実はこのリップ。昨日こうちゃん先輩に渡されたこのデートの最重要アイテムなのだ。

「さてと…ひよりん。化粧の仕方は大体覚えた?」
「なんとか、って感じっスね」
「これからもちょくちょく使うことになるんだろうから、完璧にマスターするように。それじゃ、ひよりんに最後に渡すもんがある」
「渡すもんって…なんスか?」
「えーっと……お、あったあった。はいよ」

先輩に渡されたのは1本のリップだった。

「リップ……っスよね」
「ただのリップじゃあないぞ。最近流行りだした祝福のリップって言われてるもんだよ」
「はぁ……。
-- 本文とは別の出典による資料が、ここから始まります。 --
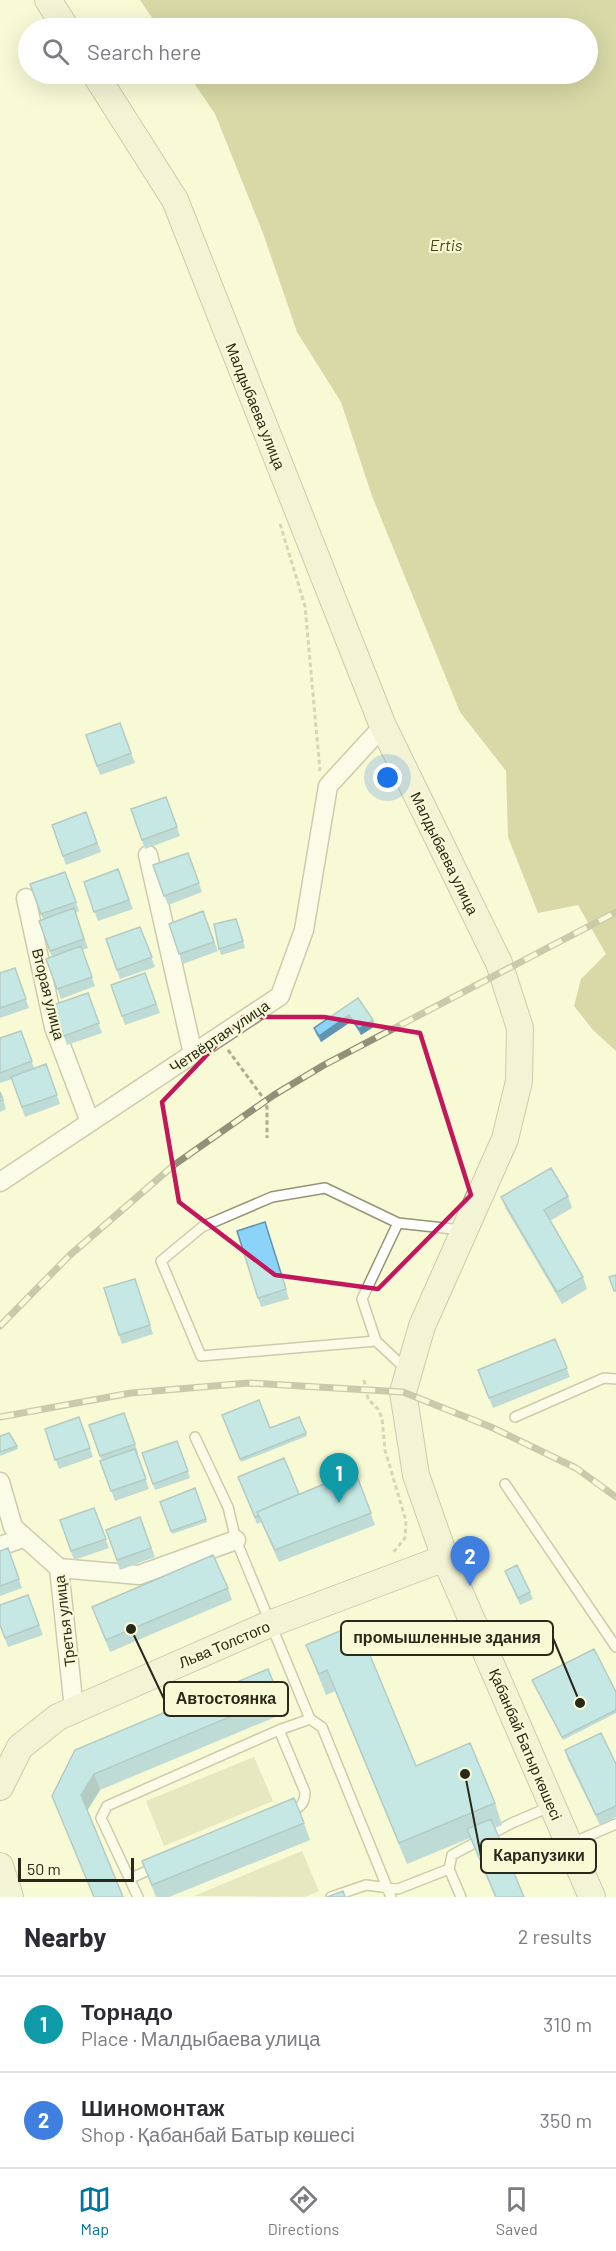 <!DOCTYPE html>
<html lang="en">
<head>
<meta charset="utf-8">
<style>
	body { margin:0; font-family:Barlow,sans-serif; background:#f2f2f3; color:#2b2b33 }
	.scale { position:absolute; left:18px; bottom:15px; width:116px; box-sizing:border-box; padding-left:6px; border:3px solid #29291b; border-top:0; font-size:16px; line-height:21px; white-space:nowrap; color:#29291b; -webkit-text-stroke:4px #f8f9d5; paint-order:stroke }
	.you { position:absolute; left:388px; top:778px; width:21px; height:21px; margin:-15px; border:4px solid #fff; border-radius:50%; background:#1a73e8; box-shadow:0 0 0 9px #1a73e833 }
	.badge { display:grid; place-items:center; width:39px; height:39px; border-radius:50%; background:#00759e; color:#fff; font-size:20px; font-weight:700 }
	.pin { position:absolute; translate:-50% -50px; filter:drop-shadow(0 2px 3px #0008) }
	.pin::after { content:''; position:absolute; top:32px; width:21px; height:18px; background:inherit; clip-path:polygon(0 0,100% 0,50% 100%) }
	.list { margin:0; padding:0; list-style:none }
	h2 { display:flex; justify-content:space-between; align-items:center; height:78px; margin:0; padding:0 24px; font-size:26px }
	h2 small { font-size:20px; font-weight:400; color:#7c7c81 }
	.list li { display:grid; grid-template-columns:39px 1fr auto; gap:18px; align-items:center; box-sizing:border-box; height:96px; padding:0 24px; border-top:2px solid #e1e1e2 }
	.list b { display:block; font-size:22px; white-space:nowrap }
	.list p { margin:0; font-size:20px; white-space:nowrap; color:#7c7c81 }
	.list em { font-size:20px; font-style:normal; color:#7c7c81 }
	.icon { flex:none; width:33px; height:33px; fill:none; stroke:currentColor; stroke-width:2; stroke-linecap:round; stroke-linejoin:round }
	.map { position:relative; flex:none; width:616px; height:1897px; overflow:hidden }
	.search { position:absolute; background:#fff; box-shadow:0 6px 24px #0002; left:18px; right:18px; top:18px; height:66px; display:flex; align-items:center; gap:15px; box-sizing:border-box; padding:0 21px; border-radius:33px; color:#7c7c81; font-size:22px }
	.sheet { height:270px; background:#fff }
	nav { display:flex; justify-content:space-around; align-items:center; box-sizing:border-box; height:84px; border-top:2px solid #e1e1e2; background:#fff; font-size:16px; color:#7c7c81 }
	nav a { display:grid; justify-items:center; gap:3px }
	nav .on { color:#00759e }
	.map>svg:first-child { display:block }
	.green { fill:#d1d2a6 }
	.water { fill:#b2b26e }
	.lines { fill:none; stroke-linecap:round; stroke-linejoin:round }
	.lane-casing { stroke:#959575; stroke-width:12 }
	.street-casing { stroke:#959575; stroke-width:21 }
	.secondary-casing { stroke:#959575; stroke-width:28 }
	.path { stroke:#acac90; stroke-width:3; stroke-dasharray:4.5 3; stroke-linecap:butt }
	.lane { stroke:#fff; stroke-width:9 }
	.street { stroke:#fff; stroke-width:18 }
	.secondary { stroke:#ededd5; stroke-width:26 }
	.rail-casing { stroke:#919178; stroke-width:7 }
	.rail { stroke:#f8f9d5; stroke-width:4.5; stroke-dasharray:14; stroke-linecap:butt }
	.wall { fill:#78b5d5 }
	.shaded-wall { fill:#6194ae }
	.building { fill:#8bd3f8; stroke:#6194ae; stroke-width:1.5 }
	.marked { fill:none; stroke:#c2185b; stroke-width:4.5; stroke-linejoin:round }
	.labels { text-anchor:middle; dominant-baseline:central; stroke-width:4.5; stroke-linejoin:round; paint-order:stroke }
	.street-label { font-size:15px; fill:#29291b; stroke:#f8f9d5 }
	.water-label { font-size:16px; font-style:italic; fill:#474611; stroke:#f8f9d5 }
	.leader { fill:none; stroke:#29291b; stroke-width:2 }
	.callout-dot { fill:#29291b; stroke:#f8f9d5; stroke-width:2 }
	.callout { fill:#f8f9d5; stroke:#29291b; stroke-width:2 }
	.callout-label { font-size:16px; text-anchor:middle; font-weight:bold; fill:#29291b }
</style>
</head>
<body>
<div class="map">
<svg width="616" height="1897" viewBox="0 0 616 1897">
	<rect width="100%" height="100%" fill="#f8f9d5"/>
	<path class="green" d="M254,1757L273,1801L164,1846L146,1801Z
		M302,1851L319,1891L305,1897L194,1896Z"/>
	<path class="water" d="M140,0H616V1051L593,1030L574,1006L581,979L606,954L578,905L538,913L508,837L506,771L460,712L372,496L341,402L297,332L263,233L215,114L188,74H588V28H159Z"/>
	<g class="lines">
		<g class="lane-casing">
			<path id="lane" d="M376,1341L362,1299L398,1223
				M407,1370L376,1341L201,1356L161,1261L202,1227L272,1197L325,1188L398,1223L462,1230
				M515,1417L604,1378L616,1379
				M505,1484L616,1647
				M310,1719L322,1727L391,1897
				M279,1730L305,1792C305,1804 300,1808 288,1813
				M572,1843L616,1824
				M131,1878L156,1867
				M138,1897L101,1818L107,1806L279,1730L310,1719L236,1540L228,1507L195,1437
				M331,1897L366,1885L398,1889L449,1869
				M461,1897L449,1869L452,1855L512,1823L552,1806"/>
		</g>
		<g class="street-casing">
			<path id="street" d="M148,855L193,1054
				M26,898L54,1027L90,1122
				M0,1182L280,996L304,930L328,786L383,726
				M0,1482L13,1527L59,1568L74,1709
				M0,1546L23,1538
				M59,1568L139,1575L236,1540"/>
		</g>
		<g class="secondary-casing">
			<path id="secondary" d="M48,0L66,28
				M95,74L175,200L383,726L499,963L520,1028L519,1081L505,1139L422,1326L403,1392L416,1475L445,1558L592,1897
				M0,1787L20,1747L58,1717L272,1623L445,1558
				M0,1866L10,1897"/>
		</g>
		<path class="path" d="M280,524L305,606L320,771
			M228,1050L264,1099L267,1107V1138
			M364,1380L368,1399L378,1409L382,1418L385,1450L406,1521L405,1538L392,1554"/>
		<use href="#lane" class="lane"/>
		<use href="#street" class="street"/>
		<use href="#secondary" class="secondary"/>
		<g class="rail-casing">
			<path id="rail" d="M0,1326L70,1255L174,1165L274,1095L324,1065L616,912
				M0,1417L131,1393L249,1383L403,1392L491,1427L576,1468L616,1497"/>
		</g>
		<use href="#rail" class="rail"/>
	</g>
	<path class="wall" d="M120,723L135,763L100,775L86,735Z
		M166,797L180,836L145,849L131,809Z
		M86,812L101,852L66,865L52,825Z
		M188,853L202,892L168,905L153,865Z
		M118,869L133,909L98,921L84,882Z
		M65,872L79,911L75,913L88,948L82,950L95,986L61,999L46,959L52,957L39,921L43,919L30,884Z
		M203,911L218,951L183,964L169,924Z
		M236,919L245,948L221,955L219,949Z
		M140,927L155,967L120,979L106,939Z
		M15,968L29,1008L0,1018V973Z
		M145,973L160,1013L125,1025L111,985Z
		M88,993L102,1033L67,1045L53,1005Z
		M358,998L373,1020L375,1026L361,1035L352,1021L321,1042L316,1034L314,1028Z
		M21,1031L34,1068L46,1064L60,1104L25,1117L12,1079L0,1083V1038Z
		M0,1091L6,1109L0,1112Z
		M568,1196L572,1208L550,1221L583,1277L587,1289L562,1304L506,1209L501,1197Z
		M265,1222L289,1299L261,1307L258,1298Z
		M135,1279L153,1334L122,1344L104,1288Z
		M555,1339L570,1377L493,1408L478,1370Z
		M124,1413L138,1453L137,1454L149,1489L115,1501L100,1461H102L89,1425Z
		M222,1415L270,1428L299,1417L307,1436L241,1462Z
		M79,1417L93,1457L59,1469L45,1429Z
		M0,1436L17,1446L18,1449L0,1456Z
		M177,1441L190,1478L155,1490L142,1453Z
		M355,1471L375,1525L279,1562L261,1522L257,1524L238,1477L299,1494Z
		M195,1488L207,1522L172,1534L160,1502Z
		M94,1508L109,1548L74,1560L60,1520Z
		M140,1517L155,1557L120,1570L106,1530Z
		M8,1548L22,1588L0,1596V1551Z
		M505,1571L530,1592L533,1599L520,1605Z
		M228,1588L232,1600L110,1652L92,1607Z
		M28,1595L43,1635L8,1647L0,1625Z
		M306,1645L416,1766L495,1803L502,1825L495,1828L524,1897H495L470,1838L407,1864L335,1691L326,1695Z
		M534,1683L616,1692V1713L563,1740Z
		M279,1696L285,1713L100,1790L87,1810L123,1897H94L52,1796L75,1750Z
		M565,1750L616,1764V1817L600,1825L568,1760Z
		M304,1823L310,1840L169,1897H156L142,1861Z"/>
	<path class="shaded-wall" d="M349,1015L352,1021L321,1042L319,1036Z
		M373,1020L375,1026L361,1035L359,1029Z
		M94,1774L100,1790L87,1811L81,1795Z"/>
	<path class="building" d="M120,723L131,753L97,766L86,735Z
		M166,797L177,827L142,840L131,809Z
		M86,812L97,843L63,856L52,825Z
		M188,853L199,883L164,896L153,865Z
		M118,869L129,900L94,912L84,882Z
		M65,872L76,902L41,914L30,884Z
		M74,908L84,939L50,951L39,921Z
		M203,911L214,942L179,954L169,924Z
		M236,919L243,941L219,949L214,924Z
		M140,927L152,957L117,970L106,939Z
		M81,946L92,977L57,989L46,959Z
		M15,968L26,999L0,1008V973Z
		M145,973L156,1004L122,1016L111,985Z
		M88,993L99,1023L64,1036L53,1005Z
		M358,998L373,1020L359,1029L349,1015L319,1036L314,1028Z
		M21,1031L32,1061L0,1073V1038Z
		M46,1064L57,1095L22,1107L11,1077Z
		M0,1092L3,1100L0,1101Z
		M551,1168L568,1196L544,1210L583,1277L557,1292L501,1197Z
		M265,1222L286,1289L258,1298L237,1231Z
		M616,1275V1291H614L609,1277Z
		M135,1279L150,1325L119,1335L104,1288Z
		M555,1339L567,1368L489,1398L478,1370Z
		M259,1400L270,1428L299,1417L306,1433L240,1459L222,1415Z
		M124,1413L135,1444L100,1456L89,1425Z
		M79,1417L90,1448L55,1460L45,1429Z
		M9,1433L17,1446L0,1452V1436Z
		M177,1441L188,1471L153,1484L142,1453Z
		M135,1449L146,1479L111,1491L100,1461Z
		M284,1458L299,1494L257,1512L258,1516L255,1517L238,1477Z
		M355,1471L371,1513L275,1550L257,1512Z
		M195,1488L206,1519L171,1531L160,1502Z
		M94,1508L106,1539L71,1551L60,1520Z
		M140,1517L151,1548L117,1560L106,1530Z
		M8,1548L19,1579L0,1586V1551Z
		M213,1555L228,1588L106,1640L92,1607Z
		M517,1565L530,1592L518,1598L505,1571Z
		M28,1595L39,1625L5,1638L0,1625V1605Z
		M357,1624L416,1766L470,1743L495,1803L399,1843L327,1670L319,1674L306,1645Z
		M594,1649L616,1692V1710L562,1737L532,1680Z
		M268,1669L279,1696L94,1774L81,1795L123,1897H94L52,1796L75,1750Z
		M601,1733L616,1764V1806L596,1815L565,1750Z
		M294,1798L304,1823L152,1885L142,1861Z
		M491,1819L524,1897H496L467,1829Z
		M343,1891L345,1897H327Z"/>
	<path d="M0 0H616V1897H0ZM243,1017H324L420,1033L471,1195L378,1289L275,1275L179,1202L162,1102Z" fill="#f8f9d5" fill-opacity=".55" fill-rule="evenodd"/>
	<path class="marked" d="M243,1017H324L420,1033L471,1195L378,1289L275,1275L179,1202L162,1102Z"/>
	<g class="labels">
		<g class="street-label">
			<text transform="translate(256 406) rotate(68)">Малдыбаева улица</text>
			<text transform="translate(445 853) rotate(64)">Малдыбаева улица</text>
			<text transform="translate(49 994) rotate(76)">Вторая улица</text>
			<text transform="translate(219 1036) rotate(-34)">Четвёртая улица</text>
			<text transform="translate(64 1621) rotate(-97)">Третья улица</text>
			<text transform="translate(224 1644) rotate(-23)">Льва Толстого</text>
			<text transform="translate(526 1744) rotate(67)">Қабанбай Батыр көшесі</text>
		</g>
		<g class="water-label">
			<text x="446" y="244">Ertis</text>
		</g>
	</g>
	<path class="leader" d="M580 1703L553 1638M131 1629L164 1699M465 1774L481 1856"/>
	<g class="callout-dot">
		<circle cx="580" cy="1703" r="6"/>
		<circle cx="131" cy="1629" r="6"/>
		<circle cx="465" cy="1774" r="6"/>
	</g>
	<g class="callout">
		<rect x="341" y="1621" width="212" height="34" rx="6"/>
		<rect x="164" y="1682" width="124" height="34" rx="6"/>
		<rect x="481" y="1839" width="115" height="34" rx="6"/>
	</g>
	<g class="callout-label">
		<text x="447" y="1643">промышленные здания</text>
		<text x="226" y="1704">Автостоянка</text>
		<text x="539" y="1861">Карапузики</text>
	</g>
</svg>
<div class="scale">50 m</div>
<div class="you"></div>
<div class="pin badge" style="left:339px;top:1503px;background:#0f9aa8">1</div>
<div class="pin badge" style="left:470px;top:1586px;background:#3f7fe0">2</div>
<div class="search"><svg class="icon" aria-label="search" viewBox="0 0 24 24"><circle cx="10" cy="10" r="6"/><path d="M15 15l6 6"/></svg>Search here</div>
</div>
<section class="sheet">
<h2>Nearby<small>2 results</small></h2>
<ul class="list">
<li><span class="badge" style="background:#0f9aa8">1</span><div><b>Торнадо</b><p>Place · Малдыбаева улица</p></div><em>310 m</em></li>
<li><span class="badge" style="background:#3f7fe0">2</span><div><b>Шиномонтаж</b><p>Shop · Қабанбай Батыр көшесі</p></div><em>350 m</em></li>
</ul>
</section>
<nav>
<a class="on"><svg class="icon" aria-label="map" viewBox="0 0 24 24"><path d="M3 6l6-2 6 2 6-2v14l-6 2-6-2-6 2zM9 4v14M15 6v14"/></svg>Map</a>
<a><svg class="icon" aria-label="directions" viewBox="0 0 24 24"><path d="M12 3l9 9-9 9-9-9zM9 14v-3h6M13 9l2 2-2 2"/></svg>Directions</a>
<a><svg class="icon" aria-label="saved" viewBox="0 0 24 24"><path d="M7 4h10v16l-5-4-5 4z"/></svg>Saved</a>
</nav>
</body>
</html>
なんか装備品みたいなネーミングっスね」
「なんとっ!このリップをつけた子と彼氏がキスをすればいつまでもラブラブになれるって噂の一品だよ。
今の乙女チック☆ひよりんにはぴったりだと思ってね」
「乙女チック☆ひよりんって…。っていうかさっき…キ、『キス』って言ってましたよね」
「うん。言ったよ」
「いや、その……まだファーストキスも済ませてないっスけど……」
「丁度いいじゃん。明日のデートでそれ付けていって、ファーストキス卒業もずっとラブラブもゲットしてきなよ」
「えぇーっっ!?」

「田村さん?田村さ~ん?」
「は、はい。何でスか先輩」
「いや、なんかボーっとしてたからさ。大丈夫?」
「あっ、全然大丈夫っスよ」

キスの事考えてました、なんて言えるわけないよね。

「そっか。それじゃ行こっか」
「はいっス」
「あ、そだ。」
「?どうしました?」
「言いそびれちゃったけどさ。化粧……似合ってるよ。」
「っ!?」
「服もよく似合ってるし、スッゴい可愛いって思う…///」
「………ありがとうございます///」
「……さ、さてと、そろそろ行こうか。時間も惜しいしね」

そういって、先輩は少し照れながら私に手を差し出してきた。

「…はい!」

私も顔を赤くしながらその手をとり、先輩と歩き出した。
何はともあれ、こうして私と先輩の初デートは始まったのだった。
私は先輩の手の暖かさを感じながら、このデートが終わるその時には世界で1番幸せでいますようにと、心の中で呟いた。